## Introduction

This project applies natural language processing techniques to analyze a dataset of over 1000 comments from Chris Bumsted's Instagram page, collected using Apify. The comments were extracted and saved into a CSV file for further analysis.

The goal is to gain insights into the topics, sentiment, and linguistic patterns within this social media content. By implementing NLP algorithms for text analysis, we can extract meaningful information from unstructured text data.

Specifically, this project will clean and preprocess the Instagram comments, then apply techniques like sentiment analysis, topic modeling, and entity extraction. Visualizations will also be generated to summarize the key findings.

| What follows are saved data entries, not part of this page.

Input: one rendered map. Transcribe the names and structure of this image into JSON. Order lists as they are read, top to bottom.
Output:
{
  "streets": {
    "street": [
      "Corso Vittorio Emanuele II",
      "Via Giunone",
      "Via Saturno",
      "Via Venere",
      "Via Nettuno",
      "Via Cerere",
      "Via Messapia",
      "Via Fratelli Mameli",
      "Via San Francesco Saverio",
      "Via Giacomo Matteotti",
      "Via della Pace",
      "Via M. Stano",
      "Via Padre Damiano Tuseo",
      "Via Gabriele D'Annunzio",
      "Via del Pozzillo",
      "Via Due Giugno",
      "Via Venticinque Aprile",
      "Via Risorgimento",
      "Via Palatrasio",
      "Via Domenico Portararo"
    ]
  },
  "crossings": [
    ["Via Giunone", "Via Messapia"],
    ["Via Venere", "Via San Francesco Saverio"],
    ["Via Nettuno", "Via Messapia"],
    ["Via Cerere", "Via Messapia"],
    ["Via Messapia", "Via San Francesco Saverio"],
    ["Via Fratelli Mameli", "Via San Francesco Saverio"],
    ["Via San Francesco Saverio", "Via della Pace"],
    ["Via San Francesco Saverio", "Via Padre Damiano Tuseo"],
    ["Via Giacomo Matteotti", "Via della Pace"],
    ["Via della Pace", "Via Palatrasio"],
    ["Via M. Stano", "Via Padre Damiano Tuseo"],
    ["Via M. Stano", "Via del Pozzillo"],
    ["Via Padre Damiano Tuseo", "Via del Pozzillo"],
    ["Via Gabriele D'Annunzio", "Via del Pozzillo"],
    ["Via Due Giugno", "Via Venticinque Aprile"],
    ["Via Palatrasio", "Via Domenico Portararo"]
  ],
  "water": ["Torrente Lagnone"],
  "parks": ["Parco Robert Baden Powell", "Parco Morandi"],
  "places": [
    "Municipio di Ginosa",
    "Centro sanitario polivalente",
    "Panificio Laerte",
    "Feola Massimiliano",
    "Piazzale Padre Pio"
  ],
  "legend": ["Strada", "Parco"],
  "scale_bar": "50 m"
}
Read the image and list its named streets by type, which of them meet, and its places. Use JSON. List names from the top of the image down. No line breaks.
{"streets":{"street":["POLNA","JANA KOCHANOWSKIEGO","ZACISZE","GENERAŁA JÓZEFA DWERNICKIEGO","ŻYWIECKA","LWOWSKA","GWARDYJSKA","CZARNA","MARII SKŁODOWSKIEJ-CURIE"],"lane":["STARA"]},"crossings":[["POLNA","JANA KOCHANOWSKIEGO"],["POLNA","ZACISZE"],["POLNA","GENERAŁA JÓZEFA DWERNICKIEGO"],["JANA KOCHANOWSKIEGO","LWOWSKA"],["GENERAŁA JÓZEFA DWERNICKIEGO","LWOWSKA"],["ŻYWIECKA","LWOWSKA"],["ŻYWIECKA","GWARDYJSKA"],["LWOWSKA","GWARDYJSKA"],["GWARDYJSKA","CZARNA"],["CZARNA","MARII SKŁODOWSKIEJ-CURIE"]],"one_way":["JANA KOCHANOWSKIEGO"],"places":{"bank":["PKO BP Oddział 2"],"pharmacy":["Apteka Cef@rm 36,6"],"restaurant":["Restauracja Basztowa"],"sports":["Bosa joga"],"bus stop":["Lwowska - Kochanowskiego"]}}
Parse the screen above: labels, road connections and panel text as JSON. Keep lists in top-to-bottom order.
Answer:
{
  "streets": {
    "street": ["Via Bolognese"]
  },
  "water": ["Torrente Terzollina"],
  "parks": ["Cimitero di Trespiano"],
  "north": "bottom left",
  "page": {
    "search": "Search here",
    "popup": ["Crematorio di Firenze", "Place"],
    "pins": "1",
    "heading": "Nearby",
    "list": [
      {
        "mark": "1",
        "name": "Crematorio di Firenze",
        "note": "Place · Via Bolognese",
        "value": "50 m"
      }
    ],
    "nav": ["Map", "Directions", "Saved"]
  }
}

This enables both a broad overview and a detailed exploration of the language used by Bumsted's followers on Instagram. The techniques applied serve as a practical demonstration of how NLP can be used to extract value from social data.

## Import Libraries

In [1]:
from apify_client import ApifyClient
from dotenv import load_dotenv
import requests
import os
import pandas as pd

## Implementation

In [2]:
load_dotenv()

True

Read apify api token from env file

In [3]:
api_token = os.getenv("API_TOKEN")

init apify api 

In [4]:
apify_client = ApifyClient(api_token)

In [5]:
run_input = {
    "directUrls": [
        "https://www.instagram.com/p/CwBOUoZSDrf/?utm_source=ig_web_copy_link",
        "https://www.instagram.com/reel/Cvxj4Rcga_i/?utm_source=ig_web_copy_link",
        "https://www.instagram.com/reel/Cuw7en7Akhg/?utm_source=ig_web_copy_link",
        "https://www.instagram.com/p/CuKYRiqgMh4/?utm_source=ig_web_copy_link",
        "https://www.instagram.com/p/CtXCEXDgtgl/?utm_source=ig_web_copy_link",
        "https://www.instagram.com/reel/C1hw790AJsR/?utm_source=ig_web_copy_link",
        "https://www.instagram.com/p/C1U21__gmP9/?utm_source=ig_web_copy_link",
        "https://www.instagram.com/p/C0e6xcLAPpC/?utm_source=ig_web_copy_link",
        "https://www.instagram.com/p/C0HUdmGt66Q/?utm_source=ig_web_copy_link",
        "https://www.instagram.com/p/Cz67N84Pezn/?utm_source=ig_web_copy_link",
        "https://www.instagram.com/p/C2KbLaHADNM/?utm_source=ig_web_copy_link",
        "https://www.instagram.com/reel/C2Ih9JxgSLD/?utm_source=ig_web_copy_link",
        "https://www.instagram.com/reel/C2C3r_rgPu1/?utm_source=ig_web_copy_link",
        "https://www.instagram.com/reel/C17pLDogJUV/?utm_source=ig_web_copy_link",
        "https://www.instagram.com/p/C1z5hg5g22P/?utm_source=ig_web_copy_link",
        "https://www.instagram.com/p/C1sf3zAAH-j/?utm_source=ig_web_copy_link",
        "https://www.instagram.com/p/C1M3Co8gzcz/?utm_source=ig_web_copy_link",
        "https://www.instagram.com/p/C1FeQ1dAXxB/?utm_source=ig_web_copy_link",
        "https://www.instagram.com/p/C066yhrARUe/?utm_source=ig_web_copy_link",
        "https://www.instagram.com/p/C04SuDAA4nB/?utm_source=ig_web_copy_link",
        "https://www.instagram.com/reel/C0hXiXyAYU9/?utm_source=ig_web_copy_link",
        "https://www.instagram.com/reel/C0W_xgMABGm/?utm_source=ig_web_copy_link",
        "https://www.instagram.com/reel/CzpJZlcgb37/?utm_source=ig_web_copy_link",
        "https://www.instagram.com/reel/Czg2lSPgslD/?utm_source=ig_web_copy_link",
        "https://www.instagram.com/p/CzeOV8Kgb57/?utm_source=ig_web_copy_link",
        "https://www.instagram.com/p/CzTrjXSA4FD/?utm_source=ig_web_copy_link",
        "https://www.instagram.com/p/CzRy6VMgZyk/?utm_source=ig_web_copy_link",
        "https://www.instagram.com/p/CzQ-mWiACOF/?utm_source=ig_web_copy_link",
        "https://www.instagram.com/p/CzPED9Fg_GX/?utm_source=ig_web_copy_link",
        "https://www.instagram.com/p/CzL83b3AIsu/?utm_source=ig_web_copy_link",
    ]
}

Start an actor and wait for it to finish

In [6]:
run = apify_client.actor("SbK00X0JYCPblD2wp").call(run_input=run_input)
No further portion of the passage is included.